The school day begins at 9 a.m. on Wednesdays at Roseville Area High School — as opposed to 8:10 a.m. starts the rest of the week — yet many students still are arriving late.
Time for an intervention. Last week, dozens of kids were steered to the cafeteria, handed scripts and told to phone home with the message: I now plan to be in class on time.
It's all about boosting school attendance in a tough post-pandemic era. In some Minnesota schools, half of the students miss 10% or more of the school year. And attendance has been even worse among some demographic groups.
Attempts to address the issue will likely come to the fore during the approaching legislative session, with at least one education advocacy group making it a priority. Already, several east metro school districts have huddled with Ramsey County Attorney John Choi to consider possible solutions to attendance concerns and the way truancy ripples across other societal issues.
Choi has a role in enforcing truancy laws, but he does not speak in hard-line terms. He wants to see the various players unite and work toward common goals. Of particular concern, he said, is the difficulty tracking students who've left a district and never returned to school.
"There is a very distinct connection, I think, with some of the most serious and violent offenses that have been committed by youth," Choi said last week. "Law enforcement often will ask, 'Where do you go to school?' And many times the kids will look back at the police officer and say, 'I don't go to school.' "

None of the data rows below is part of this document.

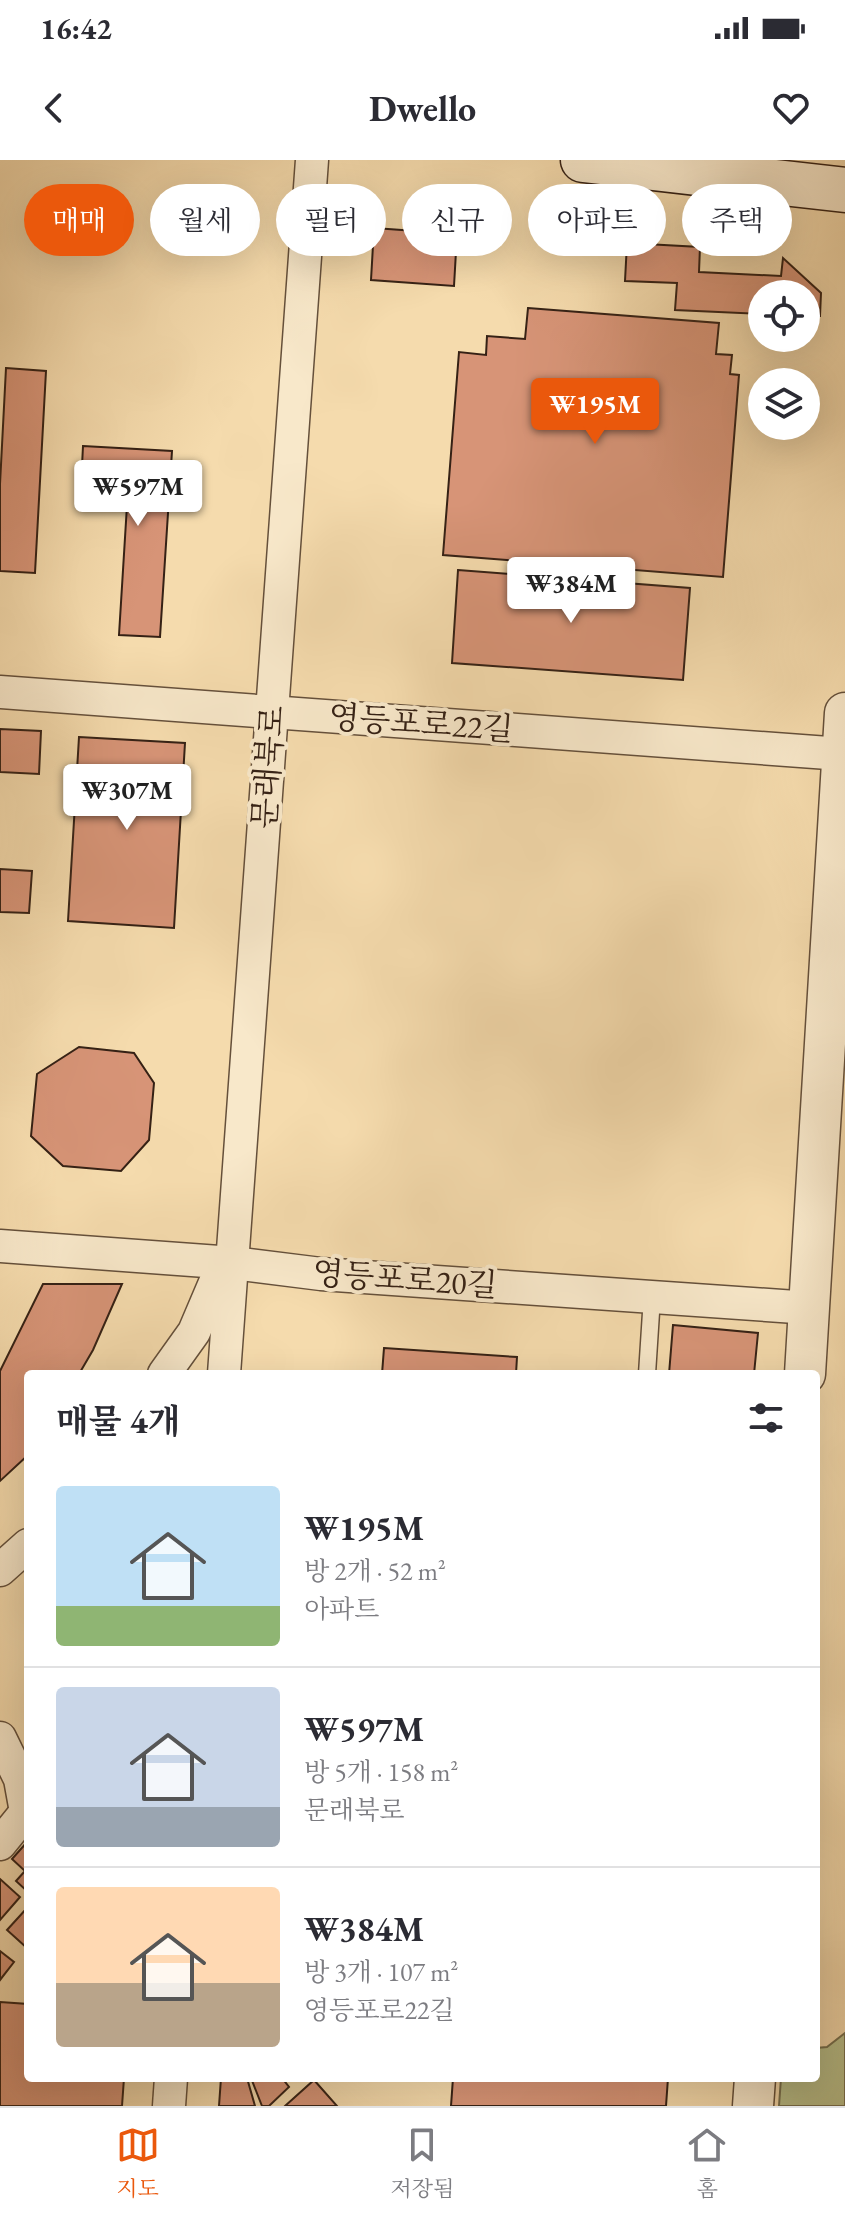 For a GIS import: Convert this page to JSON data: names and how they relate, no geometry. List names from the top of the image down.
{
  "streets": {
    "street": ["영등포로22길", "문래북로", "영등포로20길"]
  },
  "crossings": [
    ["영등포로22길", "문래북로"],
    ["문래북로", "영등포로20길"]
  ],
  "page": {
    "status": "16:42",
    "header": "Dwello",
    "chip": [
      "매매",
      "월세",
      "필터",
      "신규",
      "아파트",
      "주택"
    ],
    "price": [
      "₩195M",
      "₩597M",
      "₩384M",
      "₩307M"
    ],
    "heading": "매물 4개",
    "list": [
      {
        "name": "₩195M",
        "note": "방 2개 · 52 m² · 아파트"
      },
      {
        "name": "₩597M",
        "note": "방 5개 · 158 m² · 문래북로"
      },
      {
        "name": "₩384M",
        "note": "방 3개 · 107 m² · 영등포로22길"
      }
    ],
    "tabs": ["지도", "저장됨", "홈"]
  }
}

He plans to continue working with the state Department of Education to strengthen data access and perhaps pitch a pilot project for Ramsey County this legislative session.
At the district level, St. Paul and Roseville are employing new strategies to get kids in school and reporting success. Officials with those districts, as well as North St. Paul-Maplewood-Oakdale and West St. Paul-Mendota Heights-Eagan, were among the school leaders to meet with Choi during the fall.
The education advocacy group EdAllies, which works closely with underserved communities, aims to help drive conversation at the State Capitol around lagging test scores and shaky attendance — as well as identifying potential fixes.
At a session kickoff event last week, EdAllies laid out findings that show:
• More than 30% of the state's students were chronically absent in 2021-22 — meaning they missed 10% or more of the school year.
• Nearly half of students living in poverty were not regularly attending school, nor were 40% of Black and Latino students, and more than half of Native students.
• More than half of the students in 78 districts across the state were chronically absent.
Matt Shaver, EdAllies' policy director, said too many students are missing out on free meals, ethnic studies courses and mental health support, all of which were legislative priorities a year ago.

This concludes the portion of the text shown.